Peel and dice the butternut squash. Toss with salt, pepper, and olive oil. Place pieces on a cookie sheet covered in tinfoil with non-stick spray and roast at 400F for 40 minutes, or until squash is tender.
About 10 minutes before the squash is done, melt the butter in a Dutch oven over medium heat. Add the onions, celery, carrots, and stir for 2 to 3 minutes. Stir in the thyme and oregano.
Add the garlic and cook for an additional 5 minutes.
Add the chopped roasted butternut squash and about 1/4 of the beans with their liquid. Mash this mixture together and then add the rest of the beans to the Dutch oven.

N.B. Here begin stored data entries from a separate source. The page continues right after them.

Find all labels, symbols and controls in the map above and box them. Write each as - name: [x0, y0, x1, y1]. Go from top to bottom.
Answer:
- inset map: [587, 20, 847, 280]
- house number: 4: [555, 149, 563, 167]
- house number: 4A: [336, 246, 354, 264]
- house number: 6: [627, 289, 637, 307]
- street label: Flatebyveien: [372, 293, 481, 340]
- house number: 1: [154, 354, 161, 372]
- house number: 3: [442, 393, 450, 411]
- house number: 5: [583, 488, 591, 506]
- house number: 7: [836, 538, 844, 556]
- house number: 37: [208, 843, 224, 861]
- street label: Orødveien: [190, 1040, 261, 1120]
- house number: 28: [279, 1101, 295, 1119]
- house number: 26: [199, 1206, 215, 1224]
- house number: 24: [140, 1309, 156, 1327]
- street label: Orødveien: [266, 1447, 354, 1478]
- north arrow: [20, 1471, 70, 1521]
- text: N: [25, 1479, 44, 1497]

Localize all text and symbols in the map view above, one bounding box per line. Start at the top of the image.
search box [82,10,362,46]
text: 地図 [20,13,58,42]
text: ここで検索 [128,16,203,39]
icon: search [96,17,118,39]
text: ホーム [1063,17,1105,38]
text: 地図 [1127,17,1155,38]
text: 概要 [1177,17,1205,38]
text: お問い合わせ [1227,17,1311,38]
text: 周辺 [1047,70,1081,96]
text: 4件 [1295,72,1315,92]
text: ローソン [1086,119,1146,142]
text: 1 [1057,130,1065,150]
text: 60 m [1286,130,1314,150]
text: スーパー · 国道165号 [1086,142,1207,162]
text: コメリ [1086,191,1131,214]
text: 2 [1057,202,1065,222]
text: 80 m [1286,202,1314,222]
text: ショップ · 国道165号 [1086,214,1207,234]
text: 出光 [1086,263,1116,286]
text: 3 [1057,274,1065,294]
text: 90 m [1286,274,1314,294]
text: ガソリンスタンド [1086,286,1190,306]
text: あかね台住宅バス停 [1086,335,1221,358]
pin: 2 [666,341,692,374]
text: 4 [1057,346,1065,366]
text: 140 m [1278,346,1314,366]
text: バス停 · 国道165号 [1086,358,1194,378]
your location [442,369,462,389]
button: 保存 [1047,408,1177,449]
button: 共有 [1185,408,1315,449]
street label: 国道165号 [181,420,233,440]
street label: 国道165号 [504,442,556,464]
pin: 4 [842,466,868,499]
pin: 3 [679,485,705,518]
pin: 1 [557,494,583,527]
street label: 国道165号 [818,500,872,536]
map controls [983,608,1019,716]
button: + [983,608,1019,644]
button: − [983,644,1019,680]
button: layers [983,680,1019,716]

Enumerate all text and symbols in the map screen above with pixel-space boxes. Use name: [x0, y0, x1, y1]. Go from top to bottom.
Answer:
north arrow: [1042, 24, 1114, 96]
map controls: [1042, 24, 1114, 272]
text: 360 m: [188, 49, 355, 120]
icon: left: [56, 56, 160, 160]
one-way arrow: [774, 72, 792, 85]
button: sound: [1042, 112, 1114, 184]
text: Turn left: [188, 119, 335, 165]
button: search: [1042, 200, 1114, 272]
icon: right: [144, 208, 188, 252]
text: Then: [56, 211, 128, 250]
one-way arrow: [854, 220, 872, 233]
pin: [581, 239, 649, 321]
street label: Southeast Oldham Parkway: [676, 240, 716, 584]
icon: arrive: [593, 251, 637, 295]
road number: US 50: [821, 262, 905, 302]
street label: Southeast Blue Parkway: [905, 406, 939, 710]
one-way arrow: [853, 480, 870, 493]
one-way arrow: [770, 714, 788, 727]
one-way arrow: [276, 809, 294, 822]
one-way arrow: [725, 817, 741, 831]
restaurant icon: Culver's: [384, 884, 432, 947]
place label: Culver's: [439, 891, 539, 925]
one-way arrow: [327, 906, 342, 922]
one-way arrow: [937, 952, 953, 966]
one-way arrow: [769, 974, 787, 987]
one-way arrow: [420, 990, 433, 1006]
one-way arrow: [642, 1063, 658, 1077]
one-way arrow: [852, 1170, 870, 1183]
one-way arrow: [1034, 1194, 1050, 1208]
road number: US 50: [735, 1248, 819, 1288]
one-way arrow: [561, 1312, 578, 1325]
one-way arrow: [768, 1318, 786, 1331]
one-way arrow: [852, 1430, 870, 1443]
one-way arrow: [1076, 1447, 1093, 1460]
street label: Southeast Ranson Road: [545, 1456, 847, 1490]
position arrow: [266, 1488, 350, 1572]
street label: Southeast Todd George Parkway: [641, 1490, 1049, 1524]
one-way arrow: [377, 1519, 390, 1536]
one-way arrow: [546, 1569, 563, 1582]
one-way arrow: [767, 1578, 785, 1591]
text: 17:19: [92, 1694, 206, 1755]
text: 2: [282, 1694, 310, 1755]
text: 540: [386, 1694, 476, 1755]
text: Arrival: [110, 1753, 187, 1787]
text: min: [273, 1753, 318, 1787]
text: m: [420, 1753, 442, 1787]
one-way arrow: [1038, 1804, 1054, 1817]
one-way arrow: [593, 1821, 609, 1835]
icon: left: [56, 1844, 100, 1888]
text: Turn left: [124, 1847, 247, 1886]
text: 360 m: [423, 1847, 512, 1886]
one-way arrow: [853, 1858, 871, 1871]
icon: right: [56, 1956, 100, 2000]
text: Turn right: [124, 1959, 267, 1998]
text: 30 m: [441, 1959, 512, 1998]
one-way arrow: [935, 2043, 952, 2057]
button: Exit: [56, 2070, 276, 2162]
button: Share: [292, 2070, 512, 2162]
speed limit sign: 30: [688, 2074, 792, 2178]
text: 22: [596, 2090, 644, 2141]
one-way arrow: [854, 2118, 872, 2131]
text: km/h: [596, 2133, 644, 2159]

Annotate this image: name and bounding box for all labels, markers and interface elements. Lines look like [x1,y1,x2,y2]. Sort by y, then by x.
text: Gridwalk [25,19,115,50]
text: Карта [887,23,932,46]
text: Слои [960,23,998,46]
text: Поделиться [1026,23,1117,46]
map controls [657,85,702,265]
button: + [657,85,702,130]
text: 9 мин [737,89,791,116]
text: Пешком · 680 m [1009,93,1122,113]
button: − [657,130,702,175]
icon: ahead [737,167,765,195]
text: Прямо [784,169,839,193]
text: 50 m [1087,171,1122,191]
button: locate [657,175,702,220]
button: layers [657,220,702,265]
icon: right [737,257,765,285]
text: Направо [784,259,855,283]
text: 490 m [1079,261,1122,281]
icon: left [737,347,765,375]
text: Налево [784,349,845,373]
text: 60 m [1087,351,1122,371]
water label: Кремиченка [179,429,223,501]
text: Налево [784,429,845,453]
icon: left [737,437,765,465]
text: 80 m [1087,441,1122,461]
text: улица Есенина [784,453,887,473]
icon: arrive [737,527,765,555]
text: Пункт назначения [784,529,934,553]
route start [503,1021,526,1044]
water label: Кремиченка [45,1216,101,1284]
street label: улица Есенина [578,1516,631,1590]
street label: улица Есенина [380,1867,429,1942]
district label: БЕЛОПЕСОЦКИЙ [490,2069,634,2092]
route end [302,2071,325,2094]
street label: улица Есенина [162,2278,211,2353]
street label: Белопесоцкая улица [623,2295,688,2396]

Pour in the white wine, and add a bit of water if you think it needs to be thinner. Reduce heat to low, and simmer while you make the béchamel.
In another pot, melt the butter for the béchamel. Over medium heat, add the flour and whisk until smooth. Stir regularly until the mixture turns golden brown, about 6 to 7 minutes.
Heat the milk in a separate pan until it is just about to boil. Whisk the milk into the butter mixture until the sauce is smooth.
Bring to a boil and cook for 30 seconds longer. Remove from the heat and season with salt and nutmeg.
To assemble: Preheat the oven to 375°F.
Brush a 9-by-13-inch glass baking dish with melted butter.
Layer the ingredients in this order: béchamel, pasta, butternut squash filling, and cheese. You should make 3 to 4 layers of pasta, finishing with béchamel and 1/4 cup of the mozzarella and ricotta sprinkled over the top.
Bake in the oven for 45 minutes, until the top is golden brown and bubbling.
Remove from the oven, allow to cool for 20 minutes, slice, and serve.